Tout est possible. Dans certaines cultures, avoir les pieds tordus, afficher une croupe bovine, se laquer les dents en noir, voire se limer les dents au ras de la gencive et se les laquer en noir, étaient bien des critères de beauté.
Et le pouvoir est sexy. Elles sont riches, lascives, enviées, désirées, donc sexy.
> “Mais pourquoi des images ? ça n’a rien à voir avec la réalité ces images : tout le monde le sait : elles sont mises en scène, retouchées, valent par le medium qui les utilise, etc. Tout cela est hors de la réalité tangible.”

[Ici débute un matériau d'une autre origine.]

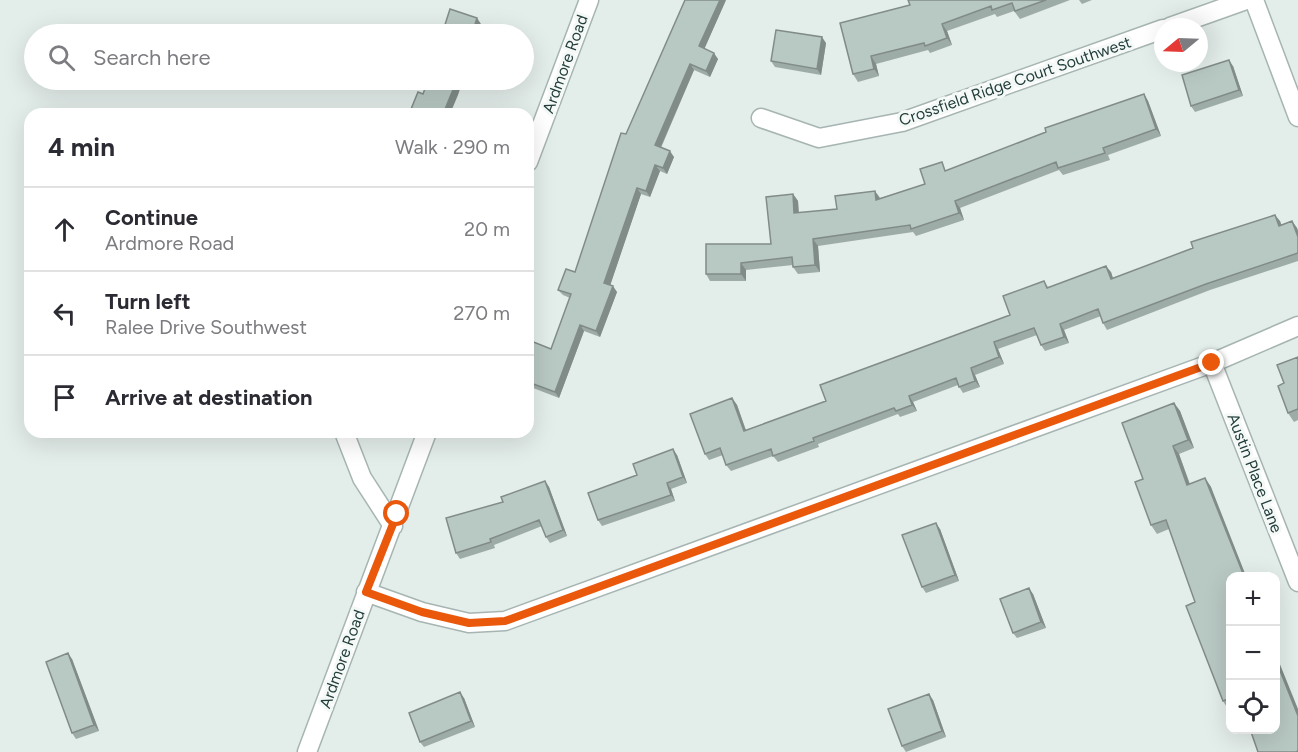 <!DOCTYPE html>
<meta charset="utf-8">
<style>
:root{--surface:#fff;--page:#f7f7f7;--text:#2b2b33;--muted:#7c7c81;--line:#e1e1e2}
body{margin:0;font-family:Figtree,sans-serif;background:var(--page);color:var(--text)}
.controls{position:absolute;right:18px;bottom:18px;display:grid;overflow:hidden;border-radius:12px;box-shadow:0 6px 24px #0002}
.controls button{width:54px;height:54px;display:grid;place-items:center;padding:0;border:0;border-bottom:2px solid var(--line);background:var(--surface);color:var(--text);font:30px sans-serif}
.compass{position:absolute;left:1154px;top:18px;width:54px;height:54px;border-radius:50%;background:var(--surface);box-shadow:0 6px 24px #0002;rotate:251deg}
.stop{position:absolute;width:18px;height:18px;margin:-14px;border:4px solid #ea580c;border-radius:50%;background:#fff}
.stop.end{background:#ea580c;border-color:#fff;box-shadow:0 2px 6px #0008}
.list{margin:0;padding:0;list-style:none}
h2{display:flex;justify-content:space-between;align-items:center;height:78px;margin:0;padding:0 24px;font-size:26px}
h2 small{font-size:20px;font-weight:400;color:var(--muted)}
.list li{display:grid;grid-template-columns:39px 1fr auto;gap:18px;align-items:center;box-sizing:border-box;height:84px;padding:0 24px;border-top:2px solid var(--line)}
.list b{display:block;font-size:22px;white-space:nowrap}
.list p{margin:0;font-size:20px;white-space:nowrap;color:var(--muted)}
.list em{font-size:20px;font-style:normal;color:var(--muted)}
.icon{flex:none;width:33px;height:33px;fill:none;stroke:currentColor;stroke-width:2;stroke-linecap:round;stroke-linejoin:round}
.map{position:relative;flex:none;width:1298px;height:752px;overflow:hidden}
.search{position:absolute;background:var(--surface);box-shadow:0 6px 24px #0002;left:24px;top:24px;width:510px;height:66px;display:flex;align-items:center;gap:15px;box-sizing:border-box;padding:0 21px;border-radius:33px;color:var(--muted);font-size:22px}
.panel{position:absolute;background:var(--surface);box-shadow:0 6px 24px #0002;left:24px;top:108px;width:510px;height:330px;border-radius:18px}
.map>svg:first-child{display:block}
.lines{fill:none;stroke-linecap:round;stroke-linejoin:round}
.minor-casing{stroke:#a6b5b2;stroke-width:21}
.minor{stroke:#fff;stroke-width:18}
.wall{fill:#9eaca8}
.shaded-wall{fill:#818c88}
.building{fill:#b8c8c3;stroke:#818c88;stroke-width:1.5}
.route{stroke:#ea580c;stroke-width:8}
.labels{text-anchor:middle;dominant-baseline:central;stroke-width:6;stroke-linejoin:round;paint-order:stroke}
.street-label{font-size:16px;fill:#233e3b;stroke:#f4f9f7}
</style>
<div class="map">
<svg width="1298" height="752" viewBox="0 0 1298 752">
<rect width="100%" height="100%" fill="#e3edea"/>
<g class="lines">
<defs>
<path id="minor" d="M1254,0L1298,117
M1170,27L1246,0
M761,118L819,138L902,122L1163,29
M528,162L589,0
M1212,363L1298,582
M344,432L362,478L393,526
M366,592L422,612L469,623L505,621L1212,363L1298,326
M307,752L427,432"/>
</defs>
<use href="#minor" class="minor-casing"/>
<use href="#minor" class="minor"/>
</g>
<path class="wall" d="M726,0L704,49L718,59L710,77L694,70L661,148L674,157L667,174L660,171L650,197L641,194L610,285L617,292L600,337L584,331L559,398L528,386V349H551L570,298L563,295L558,290L575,272L626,134Z
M908,0H1070L1020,19L1014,11L997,17L995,14L947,31L952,45L930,53L928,50L876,64L879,76L858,82L853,74L910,5Z
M1079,0H1092L1082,4Z
M826,43L821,75L775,67L771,61Z
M1233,66L1243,96L1195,112L1191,106Z
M1144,94L1148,101L1161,136L1108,155L1110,160L1063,175L1059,170L960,208L964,220L916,236L913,232L818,246L820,272L798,274L793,267V265L746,270V281H710L706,274L771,244L793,194L798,201L799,213L837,209L880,198L925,184L948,170Z
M1280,221L1281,225L1292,221L1297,228L1298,231V261L1210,290L1107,330L1103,323L1101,316L1064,330L1069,343L1045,351L1041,345L1037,335L998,349L1004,364L975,375L980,387L963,393L958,385L913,402L917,411L900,417L898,414L818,444L819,447L778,462L773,456L731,471L726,465L723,455L709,460L705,454L732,398L737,405L746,430L826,401L1010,315L1044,281L1048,287L1111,272L1113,278Z
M1298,357V420L1294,422L1288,413L1284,383Z
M1174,403L1180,411L1194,448L1179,454L1190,484L1205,478L1211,487L1230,576V708L1228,709L1223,701L1195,602L1169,529L1157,534L1151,525L1143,479Z
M677,455L687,483L671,489L675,501L602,526L598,520L637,475Z
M545,481L549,487L567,536L550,543L546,537L542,526L494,545L495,548L460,559L456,553L503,502Z
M940,529L959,581L926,593L922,587Z
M1033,594L1046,628L1017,638L1013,633Z
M72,659L99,731L76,739L72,733Z
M464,698L475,727L424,747L420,742Z
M933,700L946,737L906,752L902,746Z"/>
<path class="shaded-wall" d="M720,0H726L703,52L699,46Z
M477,18L481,24L478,34H472Z
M942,24L947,31L952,45L947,38Z
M822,37L826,43L821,75L817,69Z
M714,53L718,59L710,77L706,71Z
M871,56L876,64L879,76L874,69Z
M1229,60L1233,66L1243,96L1239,90Z
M690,64L694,70L659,151L655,145Z
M457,80H463L458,95L450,114H443Z
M1144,94L1148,101L1161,136L1156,129Z
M670,151L674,157L667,174L663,168Z
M655,165L660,171L650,197L646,191Z
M637,188L641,194L609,289L604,283Z
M875,191L880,198L881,207L876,200Z
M793,194L798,201L799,220L794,213Z
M955,201L960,208L964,220L959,213Z
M1275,215L1280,221L1284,232L1279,226Z
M1292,221L1297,228L1298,231V237Z
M813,239L818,246L820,272L815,265Z
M741,263L746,270V281L741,274Z
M1106,266L1111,272L1115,285L1111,279Z
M613,286L617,292L600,337L596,331Z
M1060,324L1064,330L1069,343L1064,337Z
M580,325L584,331L559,398L555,392Z
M994,342L998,349L1004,364L999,357Z
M971,368L975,375L980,387L975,381Z
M909,396L913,402L917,411L912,405Z
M732,398L737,405L748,437L744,431Z
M1174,403L1180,411L1194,448L1188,440Z
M1173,446L1179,454L1193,494L1187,485Z
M673,449L677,455L687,483L683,477Z
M1205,478L1211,487L1246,576H1244Z
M545,481L549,487L567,536L563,530Z
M667,483L671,489L675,501L671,495Z
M936,523L940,529L959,581L955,575Z
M1029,588L1033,594L1046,628L1041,622Z
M1275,652L1298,709V716L1275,658Z
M68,653L72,659L99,731L94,725Z
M460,692L464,698L475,727L471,721Z
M929,694L933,700L946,737L942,731Z"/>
<path class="building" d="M685,0H720L699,46L714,53L706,71L690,64L655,145L670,151L663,168L655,165L646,191L637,188L604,283L613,286L596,331L580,325L555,392L528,382V349L531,341L551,349L571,294L558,290L566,269L575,272L621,133L626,134Z
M908,0H1046L1015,11L1012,3L992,10L991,6L942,24L947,38L925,46L924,43L871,56L874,69L853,74L840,23L910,5Z
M450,9L477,18L472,34H442Z
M776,30L822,37L817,69L771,61Z
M1229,60L1239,90L1191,106L1182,75Z
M428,80H457L443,114H409L418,92L423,94Z
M1144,94L1156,129L1103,148L1105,153L1058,168L1056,162L955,201L959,213L911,229L910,225L813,239L815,265L793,267L792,257L741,263V274H706V244H771L766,197L793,194L794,213L837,209L835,196L875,191L876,200L925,184L920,169L942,162L945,171L1046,132L1045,128Z
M1275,215L1279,226L1292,221L1298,237V253L1206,284L1103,323L1098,309L1060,324L1064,337L1041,345L1034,328L994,342L999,357L971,368L975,381L959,387L956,378L909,396L912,405L896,411L894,408L813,438L814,441L773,456L771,449L726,465L720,448L705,454L690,414L732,398L744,431L826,401L820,385L1010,315L1003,296L1044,281L1047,288L1106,266L1111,279L1193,248L1191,242Z
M1298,357V409L1288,413L1278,386L1284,383L1277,365Z
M1174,403L1188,440L1173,446L1187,485L1205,478L1244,576H1230V698L1223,701L1186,606L1195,602L1166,520L1151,525L1135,482L1143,479L1122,423Z
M673,449L683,477L667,483L671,495L598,520L588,493L637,475L633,464Z
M545,481L563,530L546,537L539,520L490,539L491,542L456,553L446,518L503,502L501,497Z
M936,523L955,575L922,587L902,535Z
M1029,588L1041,622L1013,633L1000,599Z
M68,653L94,725L72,733L46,662Z
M1275,658L1298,716V751L1296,752H1258L1250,729H1275Z
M460,692L471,721L420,742L409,713Z
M929,694L942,731L902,746L888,709Z"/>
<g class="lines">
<path class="route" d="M397,514L366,592L422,612L469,623L505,621L1212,363"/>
</g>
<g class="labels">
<g class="street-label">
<text transform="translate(565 64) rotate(-70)">Ardmore Road</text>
<text transform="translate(1015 81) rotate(-19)">Crossfield Ridge Court Southwest</text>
<text transform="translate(1255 473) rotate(69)">Austin Place Lane</text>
<text transform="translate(342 659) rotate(-70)">Ardmore Road</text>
</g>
</g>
</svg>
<div class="controls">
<button>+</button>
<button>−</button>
<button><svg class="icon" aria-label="locate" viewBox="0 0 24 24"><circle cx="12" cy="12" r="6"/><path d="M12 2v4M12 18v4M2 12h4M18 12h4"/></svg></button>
</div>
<svg class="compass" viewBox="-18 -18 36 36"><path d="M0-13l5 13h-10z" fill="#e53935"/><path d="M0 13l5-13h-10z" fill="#7c7c81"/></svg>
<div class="stop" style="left:397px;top:514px"></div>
<div class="stop end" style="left:1212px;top:363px"></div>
<div class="search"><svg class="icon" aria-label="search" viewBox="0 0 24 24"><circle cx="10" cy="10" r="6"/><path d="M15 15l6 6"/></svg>Search here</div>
<section class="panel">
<h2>4 min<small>Walk · 290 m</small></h2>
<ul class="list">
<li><svg class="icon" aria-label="ahead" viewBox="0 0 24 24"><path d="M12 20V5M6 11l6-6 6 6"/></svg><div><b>Continue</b><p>Ardmore Road</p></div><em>20 m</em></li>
<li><svg class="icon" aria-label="left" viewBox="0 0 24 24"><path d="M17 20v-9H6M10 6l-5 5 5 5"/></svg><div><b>Turn left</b><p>Ralee Drive Southwest</p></div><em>270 m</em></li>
<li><svg class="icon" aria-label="arrive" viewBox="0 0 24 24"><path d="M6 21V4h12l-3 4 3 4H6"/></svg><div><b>Arrive at destination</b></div></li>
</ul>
</section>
</div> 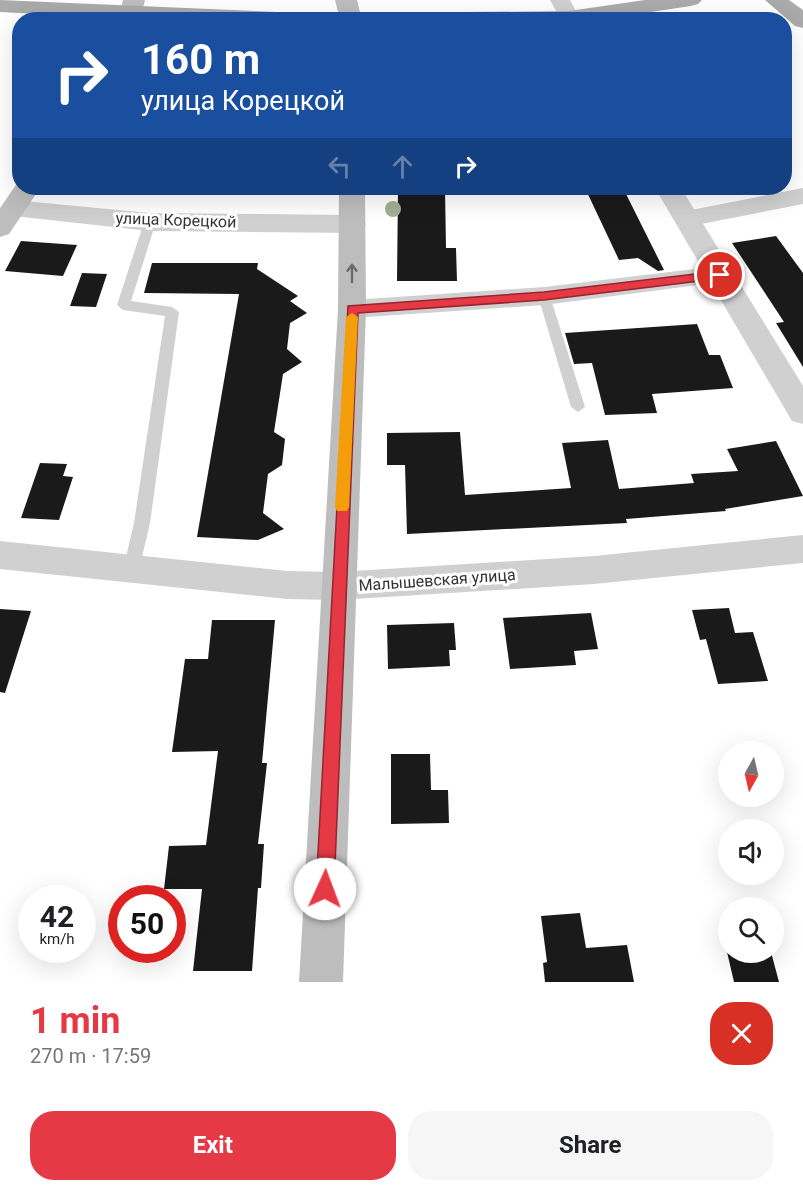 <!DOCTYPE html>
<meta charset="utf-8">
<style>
:root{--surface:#fff;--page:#f6f6f6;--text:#202124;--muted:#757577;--accent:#e63946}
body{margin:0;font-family:Roboto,sans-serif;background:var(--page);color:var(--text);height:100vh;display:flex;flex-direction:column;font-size:22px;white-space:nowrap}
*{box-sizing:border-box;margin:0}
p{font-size:20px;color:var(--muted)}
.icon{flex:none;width:33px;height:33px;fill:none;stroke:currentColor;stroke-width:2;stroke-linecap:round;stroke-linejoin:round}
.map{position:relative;height:982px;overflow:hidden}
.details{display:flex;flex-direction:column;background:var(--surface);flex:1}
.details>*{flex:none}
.banner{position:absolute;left:12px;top:12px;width:780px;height:183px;border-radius:24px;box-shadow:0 6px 24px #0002;background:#1a4fa0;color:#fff;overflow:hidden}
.needle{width:39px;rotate:188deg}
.fabs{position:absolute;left:718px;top:741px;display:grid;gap:12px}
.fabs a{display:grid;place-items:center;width:66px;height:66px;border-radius:50%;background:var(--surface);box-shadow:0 6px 24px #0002;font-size:30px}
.speed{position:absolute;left:18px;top:885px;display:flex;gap:12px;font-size:30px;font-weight:700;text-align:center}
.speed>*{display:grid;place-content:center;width:78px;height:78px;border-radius:50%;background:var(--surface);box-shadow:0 6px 24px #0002;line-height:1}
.speed small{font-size:15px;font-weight:400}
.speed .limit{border:9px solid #d22;background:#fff;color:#111}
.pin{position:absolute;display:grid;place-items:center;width:51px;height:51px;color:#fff;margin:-26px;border:3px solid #fff;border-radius:50%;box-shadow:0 2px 6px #0007}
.me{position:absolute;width:66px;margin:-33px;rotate:2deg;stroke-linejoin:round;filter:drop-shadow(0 0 4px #0008)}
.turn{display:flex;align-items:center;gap:21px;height:126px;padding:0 30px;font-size:27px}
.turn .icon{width:78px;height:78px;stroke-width:2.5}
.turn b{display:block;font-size:42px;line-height:51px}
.lanes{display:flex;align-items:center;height:57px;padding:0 30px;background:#0003;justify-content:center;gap:30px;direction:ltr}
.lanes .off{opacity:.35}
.round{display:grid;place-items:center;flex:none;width:63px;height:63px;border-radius:24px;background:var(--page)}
.head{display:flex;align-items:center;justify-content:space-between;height:102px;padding:0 30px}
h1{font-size:36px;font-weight:700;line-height:45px;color:var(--accent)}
.cta{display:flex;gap:12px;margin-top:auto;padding:12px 30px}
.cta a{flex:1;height:69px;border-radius:24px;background:var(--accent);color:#fff;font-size:24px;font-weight:700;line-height:69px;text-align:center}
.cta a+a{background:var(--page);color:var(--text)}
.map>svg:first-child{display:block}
.building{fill:#1a1a1a}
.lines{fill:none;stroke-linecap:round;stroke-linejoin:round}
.service{fill:#d0d0d0;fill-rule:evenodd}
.minor{fill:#d0d0d0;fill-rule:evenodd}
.tertiary{fill:#d0d0d0;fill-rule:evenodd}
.secondary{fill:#bdbdbd;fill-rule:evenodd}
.primary{fill:#ababab;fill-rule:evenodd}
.tree{fill:#a2b095}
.oneway{stroke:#6a6a6a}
.route{fill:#e63946;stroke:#96252e;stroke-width:1.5}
.slow{fill:#f59e0b}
.labels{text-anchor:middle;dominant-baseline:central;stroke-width:6;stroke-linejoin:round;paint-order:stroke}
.street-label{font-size:16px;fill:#333;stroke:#fff}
</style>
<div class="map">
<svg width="803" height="982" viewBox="0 0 803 982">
<rect width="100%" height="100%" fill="#fff"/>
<path class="building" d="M398,188H445L446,248H456L457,281H397Z
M585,188H623L664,270L658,271L638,258L619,260Z
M776,236L803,273V367L776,323L784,322L732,243Z
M21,241L77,245L63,276L5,271Z
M152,263H258L257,269L298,296L290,301L307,313L290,323L287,349L302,362L283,374L274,432L285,439L282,465L268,474L263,513L284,529L258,540L197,537L239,294L144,293Z
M82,273L107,274L96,307L70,306Z
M697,324L709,355H720L733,388L652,394L657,413L605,415L592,363L574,364L565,333Z
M460,432L465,495L571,488L562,443L608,440L619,489L694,483L691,474L738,471L727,449L776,441L803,496L725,509L726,511L626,519L627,523L407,534L405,465H387V433Z
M40,463L67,464L63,476L73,477L59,520L21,518Z
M729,608L735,633L753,632L768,681L718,684L706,639L700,640L692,610Z
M0,609L31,611L5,693L0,692Z
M591,613L598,649L574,651L576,665L510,669L503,618Z
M212,620H275L262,763H267L258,844H264L261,888H258L252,971H193L202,889H164L169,846L206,845L218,751L172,752L185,659H208Z
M454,623L456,650H449L450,666L388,669L387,625Z
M391,754H430L431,790H448L449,823L391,824Z
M580,913L586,948L627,945L634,982H545L543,963L547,962L541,916Z
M727,952H771L779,982H734Z"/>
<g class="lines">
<path class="service" d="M150,218L156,222L131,301L172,307L179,312L150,523L139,570L137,575L131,577L125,575L123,570L134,523L165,316L123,310L117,305L144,222Z
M544,291L550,296L585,407L578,412L571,407L538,296Z"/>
<path class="minor" d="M550,0H570L579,17L577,20H561Z
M803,188V204L686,227L677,225L674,219L677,213L686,211Z
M720,266L729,269L733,275L729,281L544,305L352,318L343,316L339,309L343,302L352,300L544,287Z
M803,535V563L594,584L338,600L287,599L0,569V541L287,571L338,572L594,556Z"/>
<path class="tertiary" d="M655,188H681L803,386V424L792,421Z
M13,200L150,213L353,215L362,218L366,224L362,230L353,233L150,231L4,215L0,209L4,203Z"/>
<path class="secondary" d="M123,0H145L140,20H118Z
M335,0H357L362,20H340Z
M18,182L20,188H40L9,234L0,237V208Z
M339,188H365L366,309L343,982H299L338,309Z"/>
<path class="primary" d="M0,0L300,13L308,15L310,20H151L0,12Z
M645,0H702L698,4L691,6L597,20H368L370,15L378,13L569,11Z
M765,0H789L803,10V28L795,26Z"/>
</g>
<circle class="tree" cx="393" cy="209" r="8"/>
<defs><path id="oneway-shaft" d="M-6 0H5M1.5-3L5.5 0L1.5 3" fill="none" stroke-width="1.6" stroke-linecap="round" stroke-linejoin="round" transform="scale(1.5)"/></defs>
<use class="oneway" href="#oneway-shaft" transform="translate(352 273) rotate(-90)"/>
<path class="route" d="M720,271L724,273V278L544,300L358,313L334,889L331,895L325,898L319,895L316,889L348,306L544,292Z"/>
<path class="slow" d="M352,313L358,317L349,507L347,511H337L335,507L346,317Z"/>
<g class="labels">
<g class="street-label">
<text transform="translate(176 220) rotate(2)">улица Корецкой</text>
<text transform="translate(437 580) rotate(-4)">Малышевская улица</text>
</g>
</g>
</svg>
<div class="fabs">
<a><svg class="needle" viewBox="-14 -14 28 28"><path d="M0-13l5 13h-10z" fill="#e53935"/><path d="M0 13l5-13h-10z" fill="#757577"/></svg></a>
<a><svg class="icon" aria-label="sound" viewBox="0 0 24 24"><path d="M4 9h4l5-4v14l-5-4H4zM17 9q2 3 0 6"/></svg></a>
<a><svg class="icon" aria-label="search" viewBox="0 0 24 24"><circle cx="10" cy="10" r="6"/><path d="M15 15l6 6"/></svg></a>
</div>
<div class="speed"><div>42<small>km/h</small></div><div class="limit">50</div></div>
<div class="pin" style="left:720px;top:275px;background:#d93025"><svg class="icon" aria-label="arrive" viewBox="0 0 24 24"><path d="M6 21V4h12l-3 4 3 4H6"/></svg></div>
<svg class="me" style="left:325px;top:889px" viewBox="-20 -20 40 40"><circle r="19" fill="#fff"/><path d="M0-13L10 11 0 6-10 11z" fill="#e63946"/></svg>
<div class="banner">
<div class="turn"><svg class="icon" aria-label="right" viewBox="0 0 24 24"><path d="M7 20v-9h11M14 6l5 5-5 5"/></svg><div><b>160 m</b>улица Корецкой</div></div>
<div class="lanes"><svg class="icon off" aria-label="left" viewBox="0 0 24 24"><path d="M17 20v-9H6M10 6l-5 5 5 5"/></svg><svg class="icon off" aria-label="ahead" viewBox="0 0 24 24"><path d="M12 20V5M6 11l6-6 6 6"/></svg><svg class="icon" aria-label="right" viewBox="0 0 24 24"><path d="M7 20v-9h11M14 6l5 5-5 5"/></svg></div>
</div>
</div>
<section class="details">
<div class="head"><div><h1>1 min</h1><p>270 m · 17:59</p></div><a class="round" style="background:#d93025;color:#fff"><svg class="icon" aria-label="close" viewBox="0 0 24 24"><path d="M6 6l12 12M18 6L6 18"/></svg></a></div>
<div class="cta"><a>Exit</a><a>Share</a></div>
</section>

Oui et alors ? Tout individu qui veut plaire se met en scène, surtout les femmes. Le métier de ces filles connues, c’est d’être sexy. Elles professionnalisent un élan naturel.
Et je ne suis pas certain qu’on puisse décréter que l’image soit inférieure à la réalité. L’Occident c’est l’endroit où l’image surpasse la réalité, à travers l’art. La réalité ce sont les musées folkloriques, sur les ganteries de Millau. L’image c’est le Louvre, la poésie, ou la littérature. L’image fascine justement parce qu’elle est irréelle. Mise en scène. De la triche.
J’aime beaucoup les femmes intelligentes. Oui. On flirte un peu. Mais juste parce qu’elles demeurent irrémédiablement de l’autre sexe et, aussi, parce que c’est agréable. Le flirt. Je dois admettre qu’elles sont reposantes. Très reposantes.
Trop reposantes pour moi.
J’aime les capricieuses. Celles qui disent non même lorsqu’il est patent qu’on a raison. Celles, aussi, qui sont un peu fofolles, rigolotes et qui ne réfléchissent pas forcément aux implications des mots qu’elles prononcent. Elles vous emportent dans un tourbillon. Elles sont vives, malignes, malicieuse et rusées. Elles comprennent parfaitement ce qui se joue vraiment dans l’instant.
Et lorsqu’elles sont jolies, avec un adorable petit visage, une belle chute de reins, petites et brunes, j’en tombe facilement amoureux.
Je ne dois d’ailleurs pas être le seul, elles sont souvent sollicitées.
Adriana Lima est, physiquement, mon type de femme. Peut-être un peu grande, mais voilà, sur papier glacé, ça ne se voit pas trop. Winona Ryder aussi, dans ses anciens films, genre Reality Bites ou même Alien 4. On me dira qu’elles n’ont pas grand chose à voir. Mais pour moi si. Même si je suis bien incapable de l’expliquer.
Et non, esprits pervers, leur point commun ne se retrouve pas dans l’effet qu’elles provoqueraient en dessous de ma ceinture.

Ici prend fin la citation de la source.